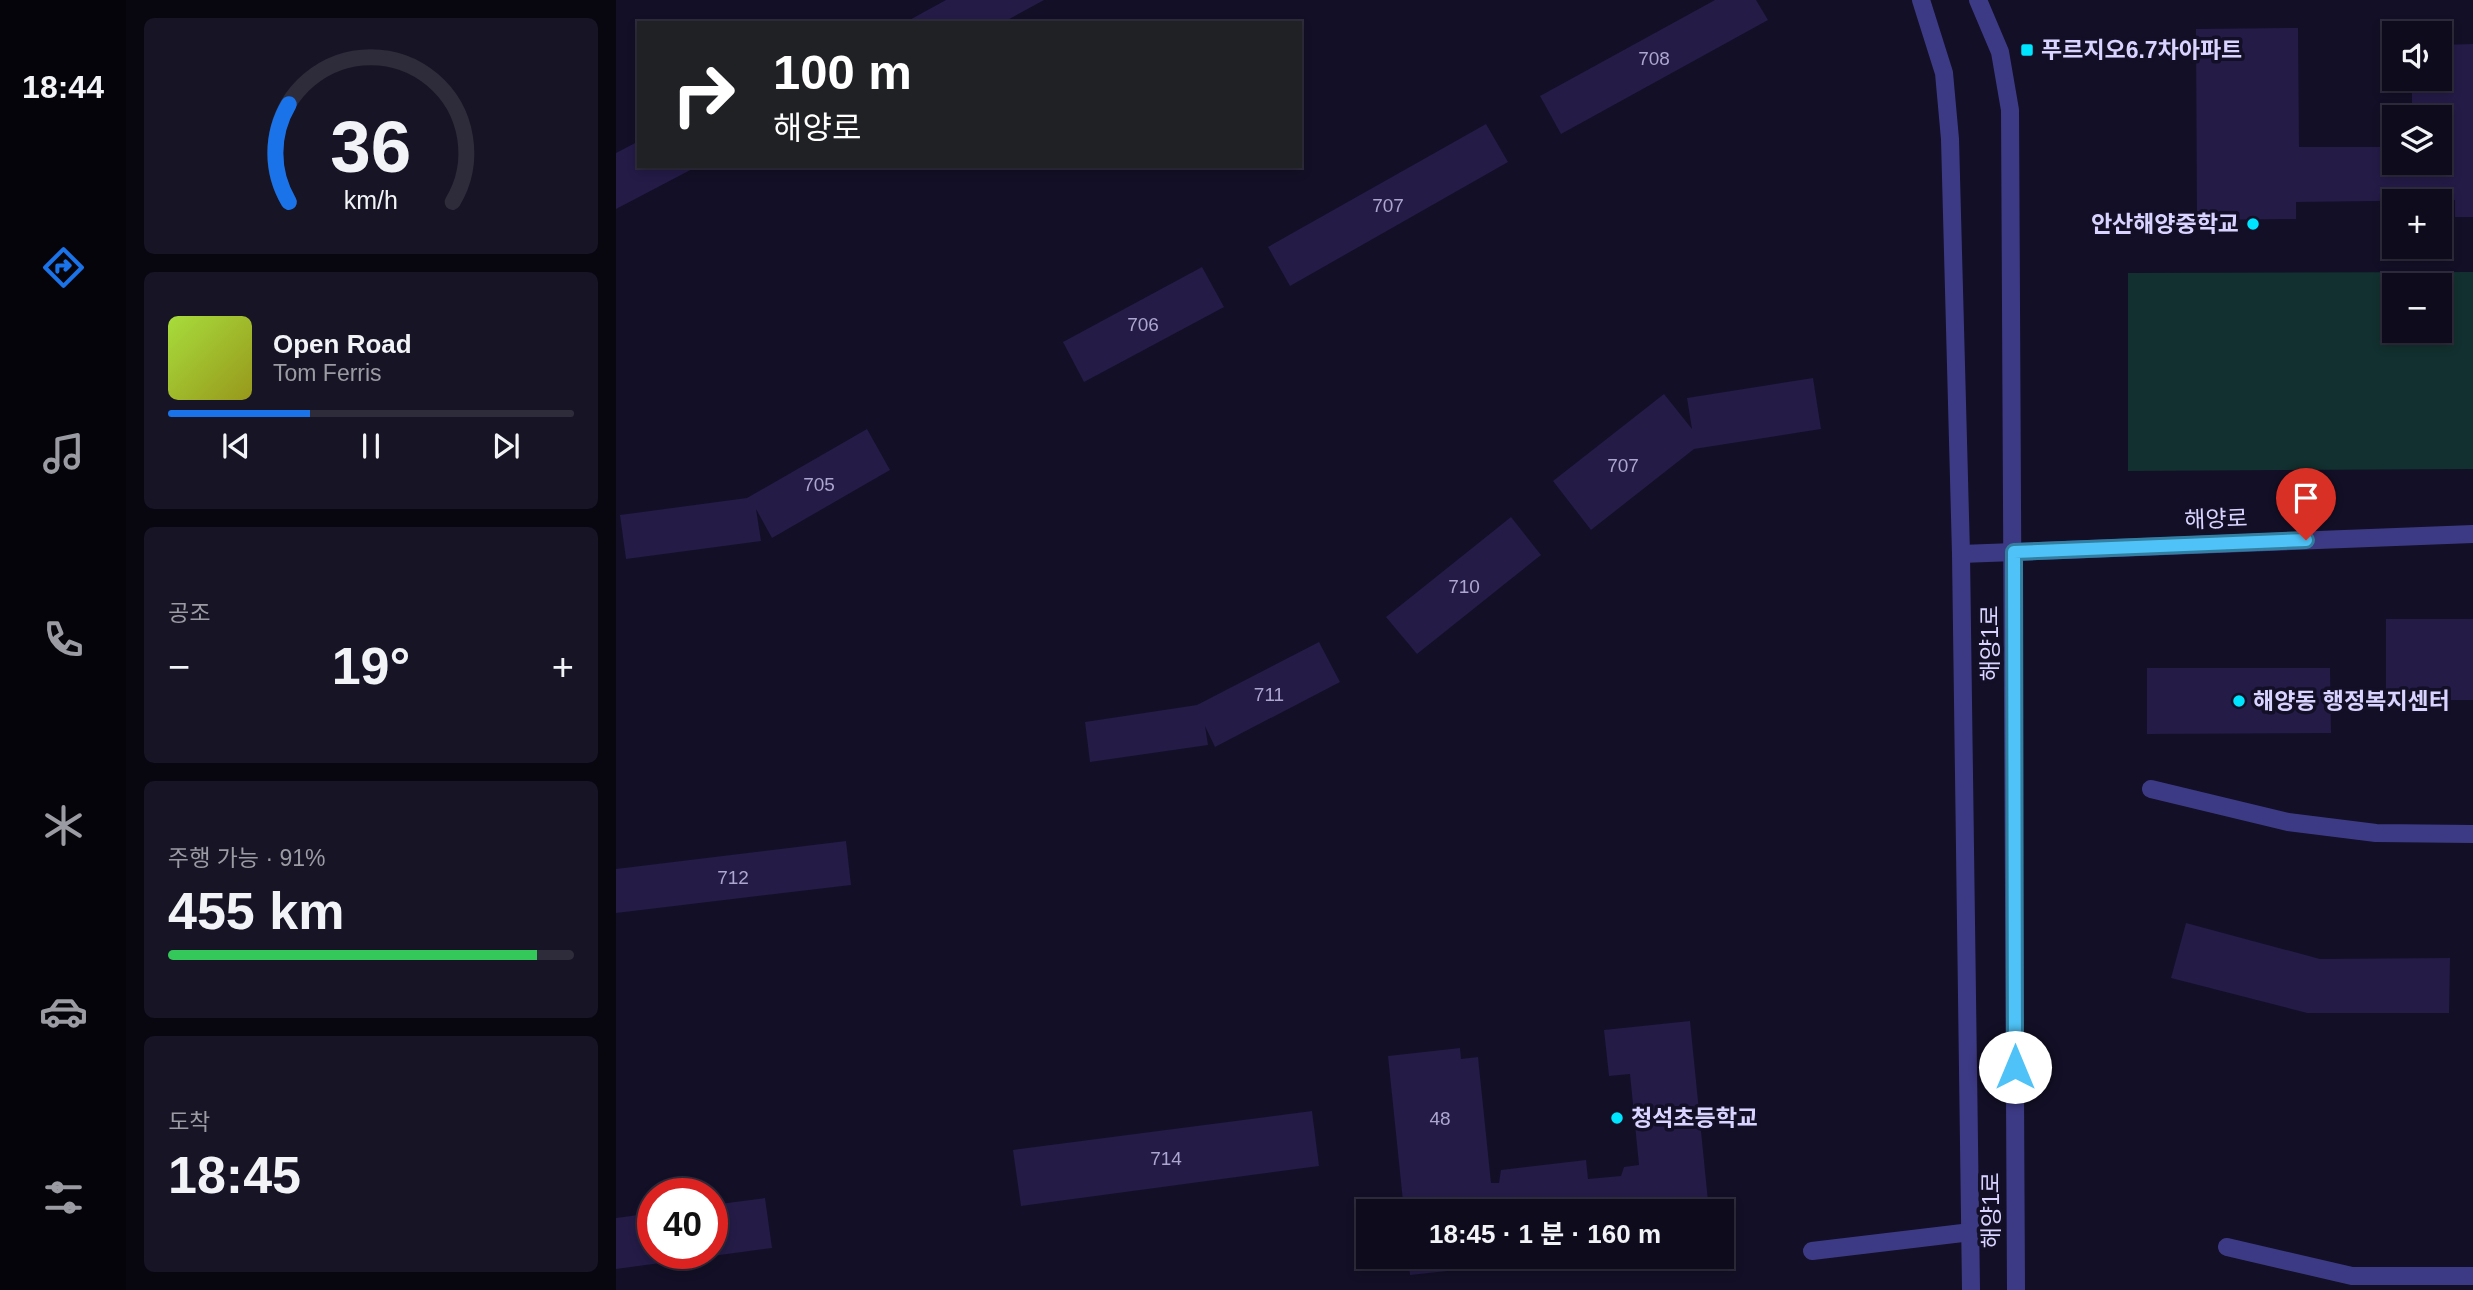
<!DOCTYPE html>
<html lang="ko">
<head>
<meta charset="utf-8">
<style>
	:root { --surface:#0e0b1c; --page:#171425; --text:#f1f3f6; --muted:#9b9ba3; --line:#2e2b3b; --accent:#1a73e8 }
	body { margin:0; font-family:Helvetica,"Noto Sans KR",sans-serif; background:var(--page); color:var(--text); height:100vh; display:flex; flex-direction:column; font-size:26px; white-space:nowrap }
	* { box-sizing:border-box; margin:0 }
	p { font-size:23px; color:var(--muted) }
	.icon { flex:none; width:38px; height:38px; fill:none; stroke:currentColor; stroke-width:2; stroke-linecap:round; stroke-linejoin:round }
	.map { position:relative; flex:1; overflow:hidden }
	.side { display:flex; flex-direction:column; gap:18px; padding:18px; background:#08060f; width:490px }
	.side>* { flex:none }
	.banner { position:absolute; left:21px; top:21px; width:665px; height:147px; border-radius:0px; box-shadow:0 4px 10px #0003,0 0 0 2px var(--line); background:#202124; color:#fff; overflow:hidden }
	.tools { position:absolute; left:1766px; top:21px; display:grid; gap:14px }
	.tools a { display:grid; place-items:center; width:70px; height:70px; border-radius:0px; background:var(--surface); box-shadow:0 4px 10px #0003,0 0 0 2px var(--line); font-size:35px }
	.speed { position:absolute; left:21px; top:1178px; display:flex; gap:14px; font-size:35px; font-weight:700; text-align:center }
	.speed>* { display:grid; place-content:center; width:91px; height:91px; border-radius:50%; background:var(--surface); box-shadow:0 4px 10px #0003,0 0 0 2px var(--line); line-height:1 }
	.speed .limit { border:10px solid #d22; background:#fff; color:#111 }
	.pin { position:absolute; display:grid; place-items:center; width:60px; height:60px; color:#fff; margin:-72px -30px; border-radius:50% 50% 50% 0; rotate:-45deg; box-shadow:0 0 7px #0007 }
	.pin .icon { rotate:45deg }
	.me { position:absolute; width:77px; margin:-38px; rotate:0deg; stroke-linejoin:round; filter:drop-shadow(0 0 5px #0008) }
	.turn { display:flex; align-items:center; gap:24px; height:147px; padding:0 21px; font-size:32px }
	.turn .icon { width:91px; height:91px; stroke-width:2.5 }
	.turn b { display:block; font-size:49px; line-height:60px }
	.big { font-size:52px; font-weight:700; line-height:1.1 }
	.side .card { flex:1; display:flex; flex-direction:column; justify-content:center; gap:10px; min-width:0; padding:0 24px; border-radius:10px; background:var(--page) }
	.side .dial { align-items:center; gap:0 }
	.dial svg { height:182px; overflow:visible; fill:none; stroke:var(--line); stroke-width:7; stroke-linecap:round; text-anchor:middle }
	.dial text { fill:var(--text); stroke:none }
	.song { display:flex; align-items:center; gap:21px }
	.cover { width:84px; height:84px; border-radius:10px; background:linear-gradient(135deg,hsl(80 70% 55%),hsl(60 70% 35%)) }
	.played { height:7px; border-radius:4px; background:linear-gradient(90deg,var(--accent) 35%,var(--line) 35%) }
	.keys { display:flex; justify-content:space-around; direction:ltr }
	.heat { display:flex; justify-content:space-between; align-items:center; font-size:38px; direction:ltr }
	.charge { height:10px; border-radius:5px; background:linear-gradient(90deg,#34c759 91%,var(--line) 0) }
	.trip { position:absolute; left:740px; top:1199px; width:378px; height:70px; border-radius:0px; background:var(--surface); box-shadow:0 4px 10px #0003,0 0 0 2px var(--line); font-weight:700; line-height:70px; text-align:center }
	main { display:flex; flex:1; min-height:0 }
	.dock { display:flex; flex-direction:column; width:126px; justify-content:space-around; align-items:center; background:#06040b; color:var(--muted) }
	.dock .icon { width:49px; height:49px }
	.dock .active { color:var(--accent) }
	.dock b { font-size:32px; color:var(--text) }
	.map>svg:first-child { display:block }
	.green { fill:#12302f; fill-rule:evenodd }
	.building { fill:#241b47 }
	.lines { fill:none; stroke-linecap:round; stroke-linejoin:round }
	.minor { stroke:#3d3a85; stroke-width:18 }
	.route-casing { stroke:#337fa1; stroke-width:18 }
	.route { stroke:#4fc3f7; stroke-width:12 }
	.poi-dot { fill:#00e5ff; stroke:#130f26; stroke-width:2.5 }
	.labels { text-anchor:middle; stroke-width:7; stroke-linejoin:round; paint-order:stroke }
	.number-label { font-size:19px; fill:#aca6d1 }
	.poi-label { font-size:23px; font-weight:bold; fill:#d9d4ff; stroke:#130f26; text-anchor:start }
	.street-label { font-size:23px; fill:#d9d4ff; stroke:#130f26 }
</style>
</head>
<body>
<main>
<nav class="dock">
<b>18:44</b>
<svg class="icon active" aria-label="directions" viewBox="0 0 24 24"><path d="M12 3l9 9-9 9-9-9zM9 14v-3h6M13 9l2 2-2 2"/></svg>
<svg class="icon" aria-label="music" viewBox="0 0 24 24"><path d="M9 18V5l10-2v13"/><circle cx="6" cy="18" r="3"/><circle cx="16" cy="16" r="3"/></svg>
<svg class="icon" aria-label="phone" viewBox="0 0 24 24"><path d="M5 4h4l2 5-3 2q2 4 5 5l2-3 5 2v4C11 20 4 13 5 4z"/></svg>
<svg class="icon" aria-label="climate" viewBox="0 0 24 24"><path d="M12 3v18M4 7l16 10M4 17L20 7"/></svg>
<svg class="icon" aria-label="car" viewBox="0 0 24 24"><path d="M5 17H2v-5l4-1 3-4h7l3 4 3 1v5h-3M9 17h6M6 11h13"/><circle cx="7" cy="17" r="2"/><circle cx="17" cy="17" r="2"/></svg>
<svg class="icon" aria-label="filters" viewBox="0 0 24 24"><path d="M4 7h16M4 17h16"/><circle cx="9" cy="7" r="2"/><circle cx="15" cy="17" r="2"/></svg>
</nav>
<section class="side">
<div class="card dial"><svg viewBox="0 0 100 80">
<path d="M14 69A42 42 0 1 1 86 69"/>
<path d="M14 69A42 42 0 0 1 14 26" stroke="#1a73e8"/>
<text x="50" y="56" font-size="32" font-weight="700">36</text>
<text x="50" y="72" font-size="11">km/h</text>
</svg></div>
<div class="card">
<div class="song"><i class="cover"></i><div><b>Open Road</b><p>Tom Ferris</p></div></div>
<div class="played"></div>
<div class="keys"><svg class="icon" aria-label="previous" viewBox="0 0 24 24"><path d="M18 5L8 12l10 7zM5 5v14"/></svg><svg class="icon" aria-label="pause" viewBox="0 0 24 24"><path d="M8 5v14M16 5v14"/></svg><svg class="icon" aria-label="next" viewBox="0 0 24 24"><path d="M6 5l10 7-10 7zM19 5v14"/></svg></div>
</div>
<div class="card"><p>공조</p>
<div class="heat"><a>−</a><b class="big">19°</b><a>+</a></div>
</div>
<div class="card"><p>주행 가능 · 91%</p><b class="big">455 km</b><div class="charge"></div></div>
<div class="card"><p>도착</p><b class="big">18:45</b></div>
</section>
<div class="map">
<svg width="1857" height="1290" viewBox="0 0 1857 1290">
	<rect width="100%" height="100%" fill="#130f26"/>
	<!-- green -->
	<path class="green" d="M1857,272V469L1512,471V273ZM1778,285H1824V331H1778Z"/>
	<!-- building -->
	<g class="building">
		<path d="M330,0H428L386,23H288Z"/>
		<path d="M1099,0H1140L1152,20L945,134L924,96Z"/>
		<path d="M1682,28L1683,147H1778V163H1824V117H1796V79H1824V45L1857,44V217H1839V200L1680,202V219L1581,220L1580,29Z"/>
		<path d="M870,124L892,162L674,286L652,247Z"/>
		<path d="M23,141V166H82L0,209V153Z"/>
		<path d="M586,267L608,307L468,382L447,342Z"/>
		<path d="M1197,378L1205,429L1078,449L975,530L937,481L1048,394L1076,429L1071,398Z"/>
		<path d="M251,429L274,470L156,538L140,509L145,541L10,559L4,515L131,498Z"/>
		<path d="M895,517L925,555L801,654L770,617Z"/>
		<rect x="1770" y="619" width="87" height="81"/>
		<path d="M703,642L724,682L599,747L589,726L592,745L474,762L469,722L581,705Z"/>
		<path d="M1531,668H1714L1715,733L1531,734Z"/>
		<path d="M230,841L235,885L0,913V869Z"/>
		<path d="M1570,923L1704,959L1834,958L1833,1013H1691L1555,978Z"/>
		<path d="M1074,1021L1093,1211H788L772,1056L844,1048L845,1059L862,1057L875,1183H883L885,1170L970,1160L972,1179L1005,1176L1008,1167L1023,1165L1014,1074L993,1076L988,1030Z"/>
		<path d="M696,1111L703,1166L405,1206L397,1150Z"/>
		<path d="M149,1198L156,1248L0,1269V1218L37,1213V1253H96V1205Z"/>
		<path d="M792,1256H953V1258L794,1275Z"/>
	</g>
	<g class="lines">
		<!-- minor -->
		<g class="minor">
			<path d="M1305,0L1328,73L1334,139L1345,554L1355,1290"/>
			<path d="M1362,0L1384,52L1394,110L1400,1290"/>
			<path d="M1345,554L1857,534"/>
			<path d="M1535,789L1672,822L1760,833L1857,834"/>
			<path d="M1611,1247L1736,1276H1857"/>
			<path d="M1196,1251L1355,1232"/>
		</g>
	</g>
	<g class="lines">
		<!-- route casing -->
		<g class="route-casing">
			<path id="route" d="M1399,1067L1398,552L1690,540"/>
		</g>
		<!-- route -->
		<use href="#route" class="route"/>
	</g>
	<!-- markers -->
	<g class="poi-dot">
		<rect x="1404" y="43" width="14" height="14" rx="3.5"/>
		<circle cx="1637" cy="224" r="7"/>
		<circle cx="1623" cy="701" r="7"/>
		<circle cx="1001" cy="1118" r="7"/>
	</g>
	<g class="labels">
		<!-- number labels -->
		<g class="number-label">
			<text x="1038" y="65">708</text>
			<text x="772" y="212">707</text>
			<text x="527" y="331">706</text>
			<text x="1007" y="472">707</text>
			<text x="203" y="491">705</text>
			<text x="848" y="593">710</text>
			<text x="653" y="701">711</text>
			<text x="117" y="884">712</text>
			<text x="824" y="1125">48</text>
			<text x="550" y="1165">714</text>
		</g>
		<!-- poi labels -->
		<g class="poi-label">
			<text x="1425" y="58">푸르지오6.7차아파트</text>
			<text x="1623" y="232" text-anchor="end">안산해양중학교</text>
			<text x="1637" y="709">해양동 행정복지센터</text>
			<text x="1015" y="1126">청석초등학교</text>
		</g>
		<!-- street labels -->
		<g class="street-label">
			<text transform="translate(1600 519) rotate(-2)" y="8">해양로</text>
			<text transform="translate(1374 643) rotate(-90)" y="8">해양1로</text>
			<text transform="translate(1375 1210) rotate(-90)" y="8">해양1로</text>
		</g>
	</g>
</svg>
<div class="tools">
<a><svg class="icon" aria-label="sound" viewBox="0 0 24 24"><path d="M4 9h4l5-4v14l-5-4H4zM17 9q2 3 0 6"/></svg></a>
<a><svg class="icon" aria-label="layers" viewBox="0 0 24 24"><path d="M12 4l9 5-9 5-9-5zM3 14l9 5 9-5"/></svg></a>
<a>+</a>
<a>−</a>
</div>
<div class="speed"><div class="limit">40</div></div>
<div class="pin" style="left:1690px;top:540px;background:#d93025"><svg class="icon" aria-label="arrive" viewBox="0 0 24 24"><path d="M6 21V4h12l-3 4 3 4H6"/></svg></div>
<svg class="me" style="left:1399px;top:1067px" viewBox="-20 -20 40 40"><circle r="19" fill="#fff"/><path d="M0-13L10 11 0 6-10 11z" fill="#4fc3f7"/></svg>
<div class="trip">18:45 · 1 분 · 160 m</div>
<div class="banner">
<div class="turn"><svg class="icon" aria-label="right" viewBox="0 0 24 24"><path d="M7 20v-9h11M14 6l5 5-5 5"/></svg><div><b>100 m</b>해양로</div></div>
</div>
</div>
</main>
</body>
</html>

::::

§ Your goal
Nothing but the lines from the first line of the data through the line with "position:absolute; left:21px; top:21px;" belongs in the answer, copied exactly and without pictures.

§ Result
<!DOCTYPE html>
<html lang="ko">
<head>
<meta charset="utf-8">
<style>
	:root { --surface:#0e0b1c; --page:#171425; --text:#f1f3f6; --muted:#9b9ba3; --line:#2e2b3b; --accent:#1a73e8 }
	body { margin:0; font-family:Helvetica,"Noto Sans KR",sans-serif; background:var(--page); color:var(--text); height:100vh; display:flex; flex-direction:column; font-size:26px; white-space:nowrap }
	* { box-sizing:border-box; margin:0 }
	p { font-size:23px; color:var(--muted) }
	.icon { flex:none; width:38px; height:38px; fill:none; stroke:currentColor; stroke-width:2; stroke-linecap:round; stroke-linejoin:round }
	.map { position:relative; flex:1; overflow:hidden }
	.side { display:flex; flex-direction:column; gap:18px; padding:18px; background:#08060f; width:490px }
	.side>* { flex:none }
	.banner { position:absolute; left:21px; top:21px; width:665px; height:147px; border-radius:0px; box-shadow:0 4px 10px #0003,0 0 0 2px var(--line); background:#202124; color:#fff; overflow:hidden }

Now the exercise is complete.